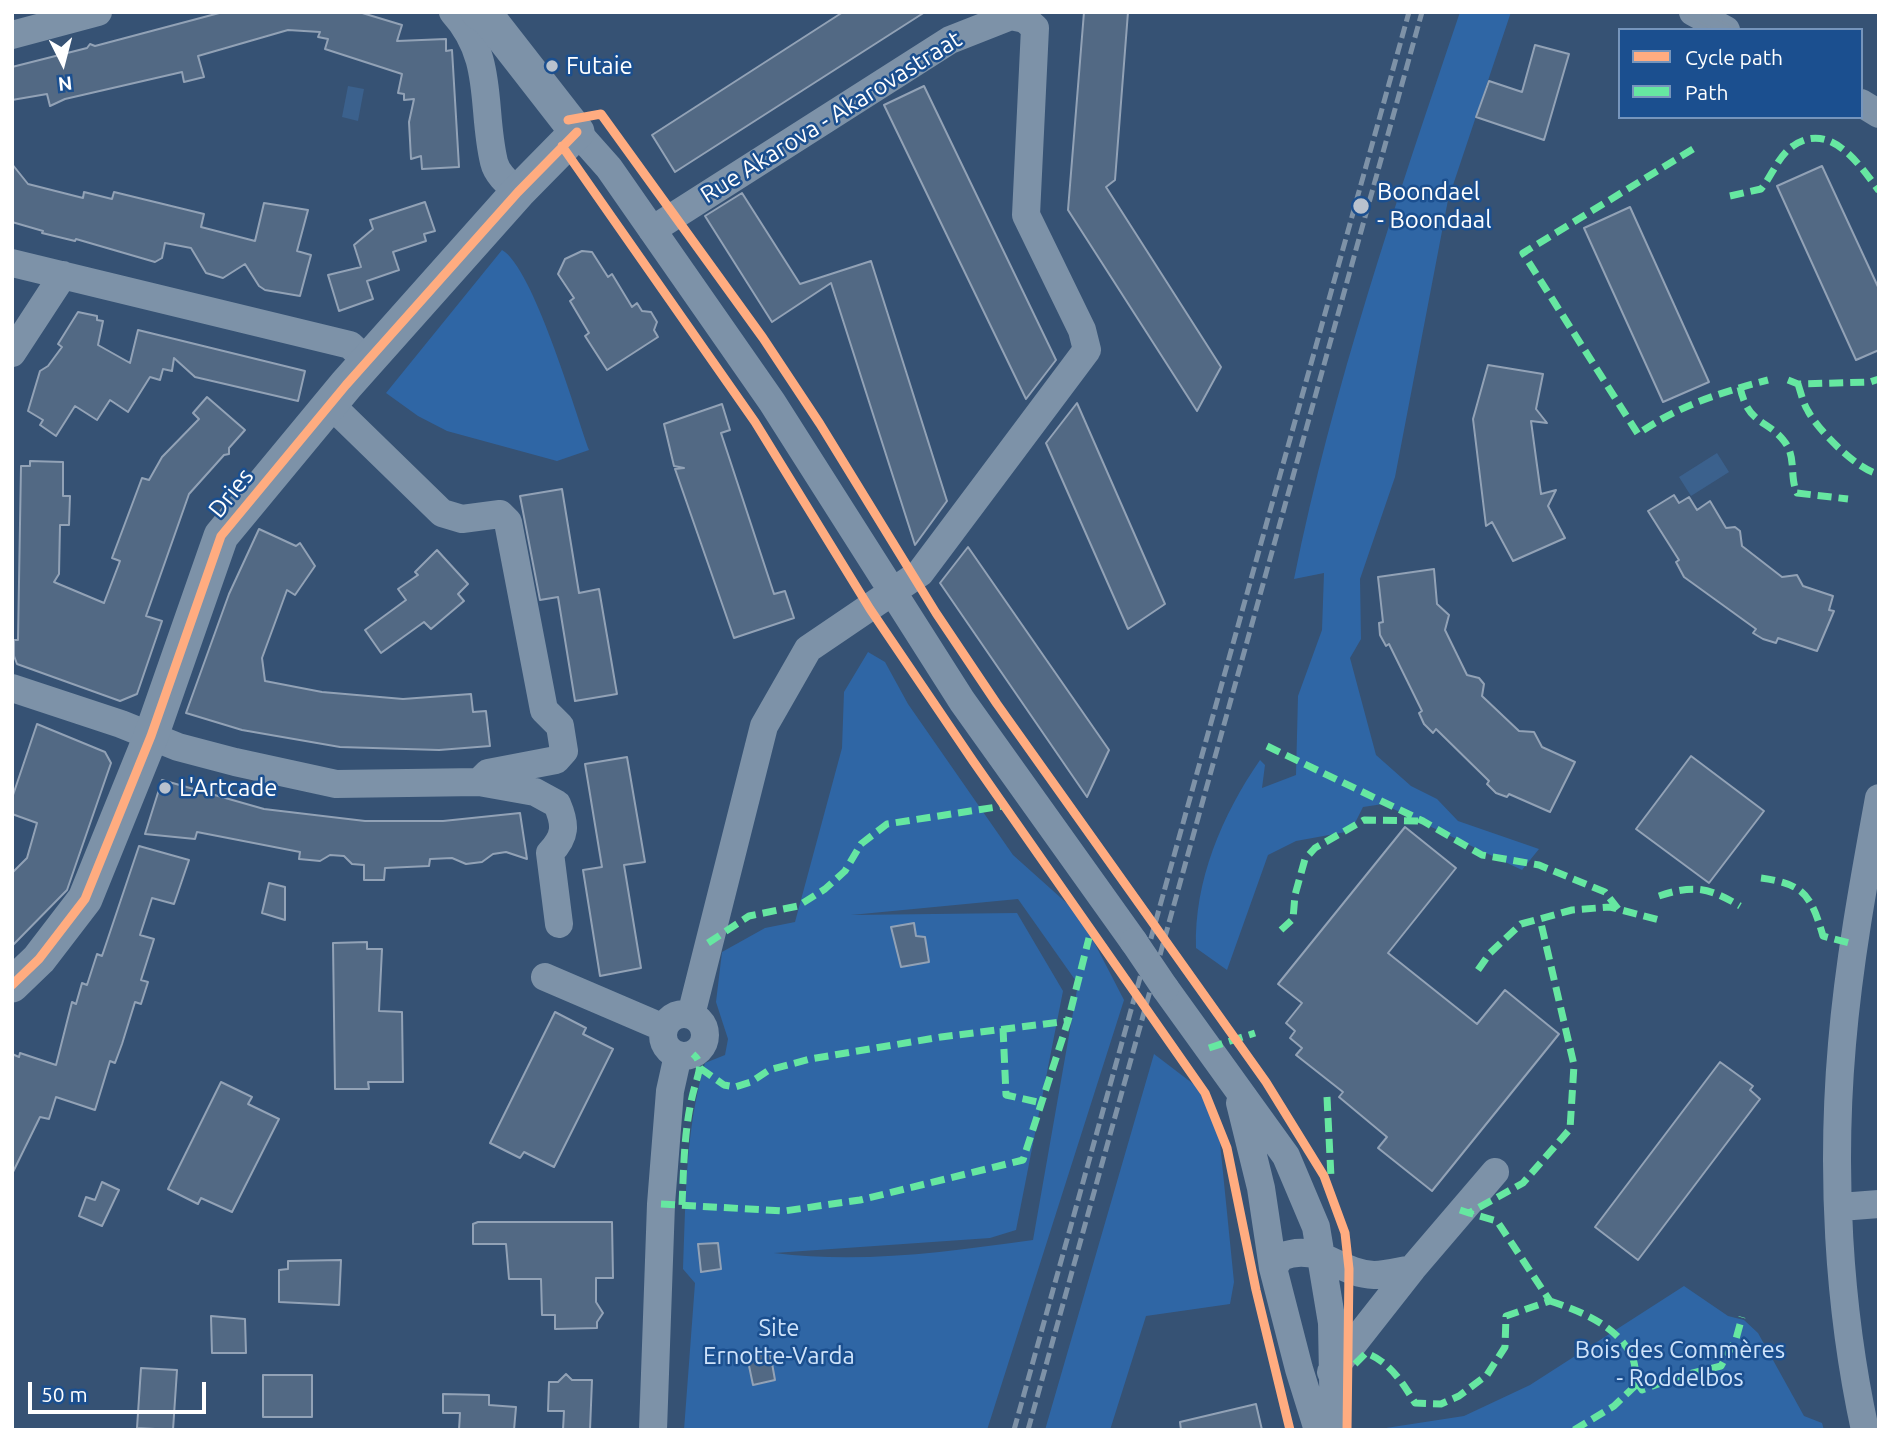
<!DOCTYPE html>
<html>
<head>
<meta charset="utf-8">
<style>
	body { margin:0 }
	#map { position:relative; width:1891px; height:1442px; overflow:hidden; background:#365274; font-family:Ubuntu,sans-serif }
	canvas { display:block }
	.frame { position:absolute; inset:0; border:14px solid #fff; pointer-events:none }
	.legend { position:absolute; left:1618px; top:28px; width:245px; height:91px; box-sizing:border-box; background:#1b4f8f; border:2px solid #7695bc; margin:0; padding:9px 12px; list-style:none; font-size:21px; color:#fff }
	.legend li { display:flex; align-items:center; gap:14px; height:35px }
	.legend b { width:35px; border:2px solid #7695bc }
	.north { position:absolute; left:28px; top:28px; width:70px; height:70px; -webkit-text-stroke:5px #1b4f8f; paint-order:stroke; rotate:174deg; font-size:19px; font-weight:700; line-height:28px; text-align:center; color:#fff }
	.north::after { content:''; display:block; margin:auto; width:24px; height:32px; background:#fff; clip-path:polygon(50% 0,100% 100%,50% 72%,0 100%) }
	.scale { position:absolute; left:28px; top:1382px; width:178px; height:32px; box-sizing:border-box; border:4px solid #fff; border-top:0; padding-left:9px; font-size:21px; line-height:24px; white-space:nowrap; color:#fff; -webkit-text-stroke:5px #1b4f8f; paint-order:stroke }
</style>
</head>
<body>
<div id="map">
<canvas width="1891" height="1442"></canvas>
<div class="frame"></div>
<ul class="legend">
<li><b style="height:9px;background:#ffac80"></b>Cycle path</li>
<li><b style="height:9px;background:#66e7a1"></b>Path</li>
</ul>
<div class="north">N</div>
<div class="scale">50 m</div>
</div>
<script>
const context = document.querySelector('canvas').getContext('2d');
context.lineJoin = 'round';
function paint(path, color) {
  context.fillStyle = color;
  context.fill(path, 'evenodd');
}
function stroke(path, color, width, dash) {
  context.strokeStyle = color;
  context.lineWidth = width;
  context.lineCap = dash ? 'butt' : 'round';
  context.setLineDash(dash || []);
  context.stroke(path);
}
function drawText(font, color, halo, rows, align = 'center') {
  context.font = font + ' Ubuntu,sans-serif';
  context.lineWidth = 5;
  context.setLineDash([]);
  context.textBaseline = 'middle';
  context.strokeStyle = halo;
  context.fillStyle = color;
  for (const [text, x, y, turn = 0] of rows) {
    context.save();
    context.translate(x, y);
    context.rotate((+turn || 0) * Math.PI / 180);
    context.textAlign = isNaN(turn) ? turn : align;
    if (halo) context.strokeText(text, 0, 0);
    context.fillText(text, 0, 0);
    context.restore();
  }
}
paint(new Path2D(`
	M1460 12H1511L1448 200 1395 477 1360 579 1361 639 1350 658 1376 755 1411 786 1437 799 1458 821 1539 849 1522 870 1383 804 1363 807 1351 831 1296 841 1268 855 1227 970 1196 948C1194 881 1222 815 1260 760L1265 765 1262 788 1296 775 1298 696 1322 630 1324 573 1294 579C1333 386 1397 199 1460 12Z
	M502 250C533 267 575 411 589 450L557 461 447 431 418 416 386 393Z
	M868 652 885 662 908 704 1013 855 1080 915 1124 1000 987 1430H684L695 1283 683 1269C686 1199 685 1130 705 1063L725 1055 728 1039 716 1002 722 952 765 928 795 922 842 748 844 692ZM1018 899 1078 984 1033 1240C946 1252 861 1264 774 1253L990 1238 1016 1230 1063 991 1017 913 851 915Z
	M1154 1054 1196 1086 1218 1123 1234 1282 1230 1304 1146 1316 1110 1430H1045Z
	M1684 1286 1728 1316 1744 1320 1758 1333 1804 1416 1822 1423 1824 1430H1373L1464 1416 1530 1385Z`), '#2f66a5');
paint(new Path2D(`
	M348 86 364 89 358 121 342 117Z
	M1717 453 1729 472 1691 496 1679 477Z`), '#3b618d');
const building = new Path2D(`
	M223 12H359L402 25 397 41 446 39V51L452 50 459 167 422 169 421 156 411 159 409 122 414 99 404 100V94L398 93 402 74 325 49 328 39 318 37 320 32 288 30 198 56 204 77 184 82 182 72 65 99 50 106 47 94 12 100V67L87 48 90 44 95 46Z
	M843 12H925L675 172 652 135Z
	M1084 12H1128L1115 180 1106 187 1221 367 1197 411 1068 210Z
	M1535 45 1569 54 1544 140 1476 117 1489 81 1522 92Z
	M924 86 1056 360 1026 399 884 105Z
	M12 164 28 184 83 198 84 192 112 199 114 192 204 214 201 227 255 241 264 203 308 210 297 251 311 255 300 296 265 290 259 286 245 264 223 278 206 273 191 248 165 243 162 258 155 262 76 239 75 241 42 233 43 231 12 222Z
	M1822 166 1879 289V350L1856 360 1777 186Z
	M742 193 800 284 871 261 947 501 915 545 831 283 772 322 705 216Z
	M425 202 435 231 424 234 426 241 393 252 399 270 367 281 373 299 339 311 328 275 361 267 354 245 373 229 370 220Z
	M1630 207 1709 382 1663 402 1584 228Z
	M582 251 592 252 608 277 612 274 632 307 637 303 642 311 651 312 657 322 654 330 658 337 607 370 585 336 589 333 570 301 574 298 558 274 565 259Z
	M78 312 97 316V320L103 321 98 345 130 363 138 330 305 371 298 401 195 377 174 358 172 371 163 369 160 380 150 377 128 412 110 400 97 420 75 406 56 436 40 425 43 420 28 411 40 371 48 366 62 347 58 344Z
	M1488 365 1543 374 1536 409 1547 423 1531 421 1536 458 1541 494 1556 490 1548 506 1565 538 1513 561 1492 522 1486 526 1473 419Z
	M207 397 245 430 229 448V454L224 455 189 494 146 616 162 621 137 694 120 701 17 664 14 656V640H18L21 466H30V461L63 462V496H70L69 525H60L59 574 54 582 104 603 120 561 112 558 142 478 149 480 162 457 199 419 193 413Z
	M1077 403 1165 604 1128 629 1046 443Z
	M722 404 730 430 721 433 774 594 785 591 794 618 734 638 675 469 684 468 674 466 664 424Z
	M562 489 579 593 599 589 617 694 575 701 558 597 540 600 520 496Z
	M1674 495 1679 503 1689 497 1697 510 1710 501 1726 528 1735 527 1740 531 1742 546 1782 577 1797 575 1803 586 1833 596 1829 610 1834 611 1817 651 1778 638 1776 643 1763 639 1753 633 1756 629 1684 577 1676 562 1679 560 1648 511Z
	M259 529 296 546 300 543 315 566 295 595 287 590 262 658 265 681 322 692 403 699 471 694 473 712 486 711 490 746 439 750 340 747 242 730 186 713 229 594Z
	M968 547 1109 750 1087 797 940 583Z
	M437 550 468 584 458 594 464 601 431 629 424 622 381 653 365 630 406 600 398 589 418 575 415 572Z
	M1434 569 1437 604 1449 615 1445 630 1467 675 1479 678 1484 684 1482 696 1519 731 1534 732 1542 747 1575 762 1550 812 1509 794 1507 797 1496 793 1487 784 1489 781 1436 729 1433 733 1424 724 1419 713 1422 711 1389 644 1386 646 1380 635 1379 623 1383 622 1378 577Z
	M37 724 105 752 111 763 67 890 12 946V873L27 858 37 823 12 814V798Z
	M1691 756 1764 811 1709 883 1636 829Z
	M627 757 645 862 624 865 641 968 600 976 583 870 602 867 585 764Z
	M162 780 264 809 365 821H443L520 813 527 859 506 852 493 854 482 862 466 864 452 858 430 859 429 866 385 868 384 880H364V865L352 864 344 856 330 855 320 861 299 859 300 852 197 832 195 839 145 834Z
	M1405 827 1456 868 1388 953 1477 1024 1505 990 1559 1034 1432 1191 1378 1148 1387 1137 1339 1097 1343 1092 1296 1055 1302 1048 1290 1038 1295 1031 1286 1023 1302 1003 1278 984Z
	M139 846 189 860 174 904 152 898 140 935 154 939 141 980 148 982 141 1004 135 1002 122 1044 115 1063 110 1061 95 1110 56 1097 49 1119 40 1117 12 1174V1054L19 1057 20 1053 56 1065 72 1002 76 1004 82 983 87 985 97 954 102 956Z
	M269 883 285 887V920L262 913Z
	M914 923 916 936 925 937 929 962 901 967 891 927Z
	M367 942V949H382L379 1011 402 1012 403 1082H368L369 1089H335L333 943Z
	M555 1012 586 1028 583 1034 613 1049 554 1167 524 1152 520 1158 490 1143Z
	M1720 1062 1753 1086 1750 1090 1760 1099 1638 1260 1595 1227Z
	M221 1082 252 1097 248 1104 279 1119 232 1212 201 1198 198 1204 168 1189Z
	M102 1182 119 1190 102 1226 79 1216 86 1197 95 1200Z
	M478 1222H612L613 1278H596V1302L603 1313 597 1322V1328L555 1329V1315H542L541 1279H509L506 1244H473V1224Z
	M718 1243 721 1269 701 1272 698 1244Z
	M341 1260 339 1305 279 1302V1270L288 1269V1261Z
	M211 1316 245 1319 246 1353H212Z
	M770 1352 775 1380 753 1385 748 1361H753L752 1355Z
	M141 1368 177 1370 173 1430 137 1428Z
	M566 1374 572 1380H592L590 1430H563L564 1411H548L549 1382H558Z
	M263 1375H312V1417H263Z
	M443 1394 489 1395V1405L516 1407 514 1430H459L460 1413H443Z
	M1256 1404 1262 1430H1181L1180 1422Z`);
paint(building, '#526984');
stroke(building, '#92a2b6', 2);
stroke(new Path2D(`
	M453 12C495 58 481 108 494 162 497 175 509 184 518 192
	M1693 12 1726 30
	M12 35 98 12
	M1861 103 1879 114
	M577 132 609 168 772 402 962 701 1134 942
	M652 230 950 40 1011 16 1025 19 1035 28 1026 215 1082 330 1087 350 920 573 808 649 764 726 691 1015
	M12 263 350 345 367 361
	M12 353 63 275
	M330 404 442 513 462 519 500 514 508 522 544 710 560 726 564 751 556 760 488 773 480 781
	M12 688 121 724 178 747 235 762 336 784 479 782 535 792 557 804C566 825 566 836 550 853L559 924
	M545 977 664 1028
	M1165 988 1286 1156 1316 1227 1332 1323 1334 1430
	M663 1035a21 21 0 1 1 42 0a21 21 0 1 1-42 0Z
	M1240 1103 1261 1188 1273 1268 1299 1369 1318 1430
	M1840 1207 1879 1204
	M1273 1268 1281 1257C1318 1241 1338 1274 1374 1275 1386 1275 1400 1271 1412 1269
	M1331 1372 1412 1269 1495 1172
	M653 1430 661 1204 670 1091 678 1055
	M1865 1430C1838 1306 1831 1170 1842 1044 1849 961 1864 880 1879 798`), '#7d92a8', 28);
stroke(new Path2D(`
	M12 985 39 959 85 899 151 736 221 536 346 385 518 192 577 132 489 19 478 12`), '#7d92a8', 35);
stroke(new Path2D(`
	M1681 12 1714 30
	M1704 12 1737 30
	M1861 109 1879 120`), '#7e92a7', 2);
stroke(new Path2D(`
	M1014 1430 1409 12
	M1028 1430 1422 12`), '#7e92a7', 5, [12, 5]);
stroke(new Path2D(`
	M1134 942 1165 988`), '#7d92a8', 28);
stroke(new Path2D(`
	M1693 149 1523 253 1638 434C1677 406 1722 392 1768 380
	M1730 196 1761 189C1772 176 1778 156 1793 146 1830 120 1860 165 1879 191
	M1788 380 1798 384 1870 382 1879 379
	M1798 384C1801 393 1803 403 1808 411 1818 430 1857 470 1879 474
	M1740 387C1748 425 1767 419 1784 441 1797 457 1789 476 1797 493L1848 499
	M1267 746 1423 821 1482 855 1539 865 1605 892 1618 909
	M1761 878C1804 884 1811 895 1823 936L1853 944
	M1659 896C1695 884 1709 888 1740 906
	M1281 930 1293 919 1295 895 1305 859 1315 848 1364 820 1419 821
	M708 943 749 916 798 906 825 889 845 871 861 844 887 824 1003 806
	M1478 970 1490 953 1521 924 1572 910 1610 907 1663 921
	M1003 1028 1006 1095 1042 1103
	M1209 1048 1255 1033
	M700 1068 724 1085 735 1087 751 1082 769 1070 810 1059 941 1037 1068 1021
	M1327 1097 1331 1177
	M661 1204 784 1211 860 1200 1023 1160 1068 1021 1089 938
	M682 1205C684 1162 684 1120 697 1079 700 1068 702 1062 693 1054
	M1460 1210 1469 1213 1523 1183 1570 1129 1574 1065 1540 919
	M1550 1301C1581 1311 1620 1327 1633 1359 1637 1370 1634 1381 1642 1390L1680 1376 1721 1366 1736 1339 1742 1317
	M1355 1364 1366 1353C1390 1362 1402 1382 1415 1403L1441 1404 1459 1396 1487 1375 1505 1347 1506 1316 1550 1301 1497 1221 1469 1213
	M1574 1430 1614 1406 1637 1384`), '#66e7a1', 7, [14, 7]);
stroke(new Path2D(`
	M568 120 601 114 763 338 820 424 936 613 997 704 1266 1082 1324 1176 1345 1233 1349 1269 1347 1430
	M562 146 755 422 870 609 973 761 1205 1093 1227 1148 1256 1290 1290 1430
	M12 985 39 959 85 899 151 736 221 536 346 385 518 192 577 132`), '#ffac80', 9);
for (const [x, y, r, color] of [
	[552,66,7,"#b9c2ce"],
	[1361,206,9,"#b9c2ce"],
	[165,788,7,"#b9c2ce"]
]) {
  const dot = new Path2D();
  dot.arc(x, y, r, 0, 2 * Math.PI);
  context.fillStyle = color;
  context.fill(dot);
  stroke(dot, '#1b4f8f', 2.5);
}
drawText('24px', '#fff', '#1b4f8f', [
	["Futaie",566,66],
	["Boondael",1377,192],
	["- Boondaal",1377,220],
	["L'Artcade",179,788]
], 'left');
drawText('24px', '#fff', '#1b4f8f', [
	["Rue Akarova - Akarovastraat",831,117,-32],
	["Dries",231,493,-51]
]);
drawText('24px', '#cfe3fa', '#1b4f8f', [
	["Site",779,1328],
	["Ernotte-Varda",779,1356],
	["Bois des Commères",1680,1350],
	["- Roddelbos",1680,1378]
]);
</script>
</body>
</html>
-----
Requirement » Count, in the listing, each line that holds the string "turn", then give the count and nothing else.

Written response » 3